=== WORK INSTRUCTIONS ===
Could you restate the entries below word for word and leave the images out?

Records from a data collection:

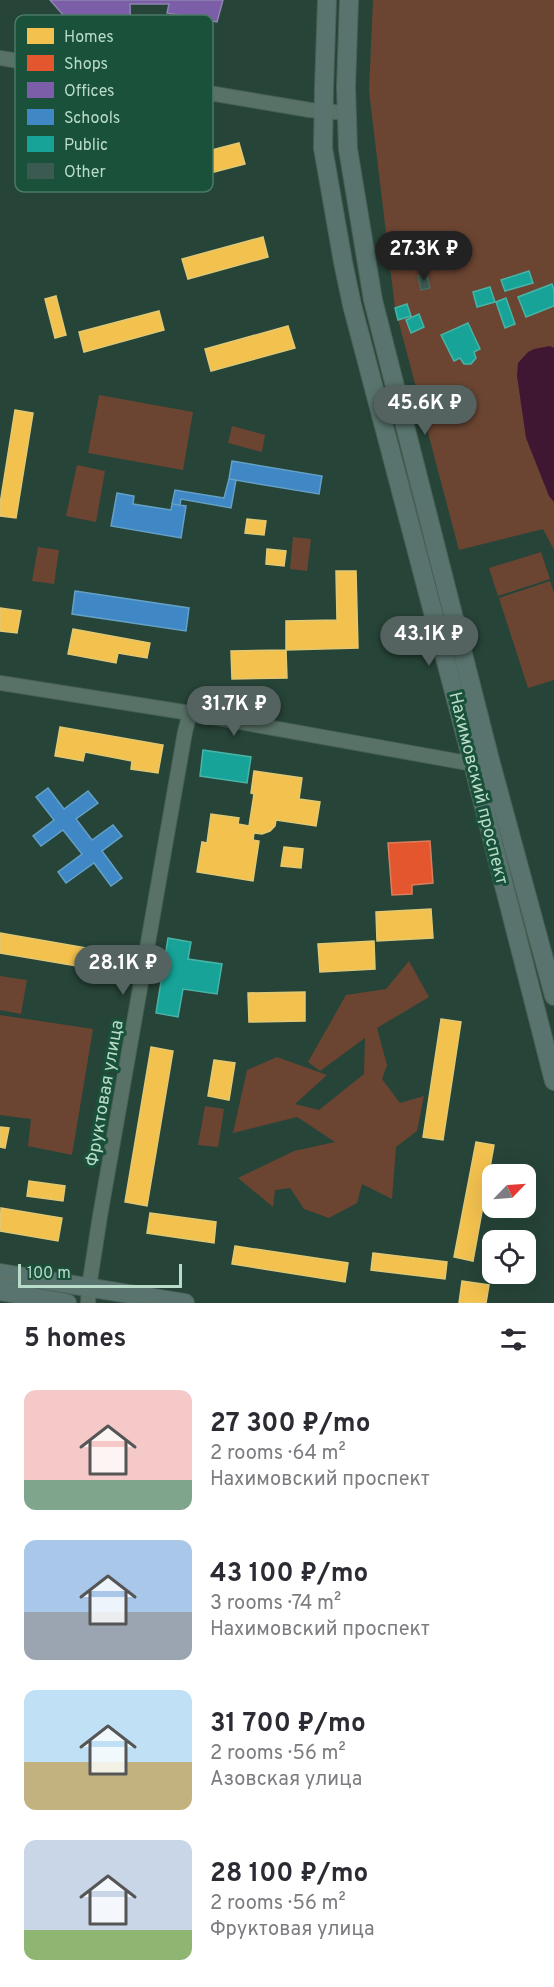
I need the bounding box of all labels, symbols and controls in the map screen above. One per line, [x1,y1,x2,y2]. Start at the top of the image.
legend [15,15,213,192]
text: Homes [64,28,114,48]
text: Shops [64,55,108,75]
text: Offices [64,82,115,102]
text: Schools [64,109,120,129]
text: Public [64,136,108,156]
text: Other [64,163,106,183]
pin: 27.3K ₽ [369,231,479,282]
text: 27.3K ₽ [389,237,459,263]
pin: 45.6K ₽ [370,385,480,436]
text: 45.6K ₽ [388,391,462,417]
pin: 43.1K ₽ [374,616,484,667]
text: 43.1K ₽ [394,622,464,648]
pin: 31.7K ₽ [179,686,289,737]
street label: Нахимовский проспект [442,690,513,887]
text: 31.7K ₽ [201,692,267,718]
pin: 28.1K ₽ [68,945,178,996]
text: 28.1K ₽ [88,951,158,977]
street label: Фруктовая улица [81,1018,130,1168]
north arrow [482,1164,536,1218]
map controls [482,1164,536,1284]
button: locate [482,1230,536,1284]
scale bar [18,1261,182,1288]
text: 100 m [27,1264,71,1284]
text: 5 homes [24,1323,126,1356]
icon: filters [497,1323,530,1356]
text: 27 300 ₽/mo [210,1408,370,1441]
icon: home [72,1414,144,1486]
text: 2 rooms · 64 m² [210,1441,346,1467]
text: Нахимовский проспект [210,1467,430,1493]
text: 43 100 ₽/mo [210,1558,368,1591]
icon: home [72,1564,144,1636]
text: 3 rooms · 74 m² [210,1591,341,1617]
text: Нахимовский проспект [210,1617,430,1643]
text: 31 700 ₽/mo [210,1708,366,1741]
icon: home [72,1714,144,1786]
text: 2 rooms · 56 m² [210,1741,346,1767]
text: Азовская улица [210,1767,362,1793]
text: 28 100 ₽/mo [210,1858,368,1891]
icon: home [72,1864,144,1936]
text: 2 rooms · 56 m² [210,1891,346,1917]
text: Фруктовая улица [210,1917,375,1943]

=== SOLUTION TO THE PROBLEM ===
I need the bounding box of all labels, symbols and controls in the map screen above. One per line, [x1,y1,x2,y2]. Start at the top of the image.
legend [15,15,213,192]
text: Homes [64,28,114,48]
text: Shops [64,55,108,75]
text: Offices [64,82,115,102]
text: Schools [64,109,120,129]
text: Public [64,136,108,156]
text: Other [64,163,106,183]
pin: 27.3K ₽ [369,231,479,282]
text: 27.3K ₽ [389,237,459,263]
pin: 45.6K ₽ [370,385,480,436]
text: 45.6K ₽ [388,391,462,417]
pin: 43.1K ₽ [374,616,484,667]
text: 43.1K ₽ [394,622,464,648]
pin: 31.7K ₽ [179,686,289,737]
street label: Нахимовский проспект [442,690,513,887]
text: 31.7K ₽ [201,692,267,718]
pin: 28.1K ₽ [68,945,178,996]
text: 28.1K ₽ [88,951,158,977]
street label: Фруктовая улица [81,1018,130,1168]
north arrow [482,1164,536,1218]
map controls [482,1164,536,1284]
button: locate [482,1230,536,1284]
scale bar [18,1261,182,1288]
text: 100 m [27,1264,71,1284]
text: 5 homes [24,1323,126,1356]
icon: filters [497,1323,530,1356]
text: 27 300 ₽/mo [210,1408,370,1441]
icon: home [72,1414,144,1486]
text: 2 rooms · 64 m² [210,1441,346,1467]
text: Нахимовский проспект [210,1467,430,1493]
text: 43 100 ₽/mo [210,1558,368,1591]
icon: home [72,1564,144,1636]
text: 3 rooms · 74 m² [210,1591,341,1617]
text: Нахимовский проспект [210,1617,430,1643]
text: 31 700 ₽/mo [210,1708,366,1741]
icon: home [72,1714,144,1786]
text: 2 rooms · 56 m² [210,1741,346,1767]
text: Азовская улица [210,1767,362,1793]
text: 28 100 ₽/mo [210,1858,368,1891]
icon: home [72,1864,144,1936]
text: 2 rooms · 56 m² [210,1891,346,1917]
text: Фруктовая улица [210,1917,375,1943]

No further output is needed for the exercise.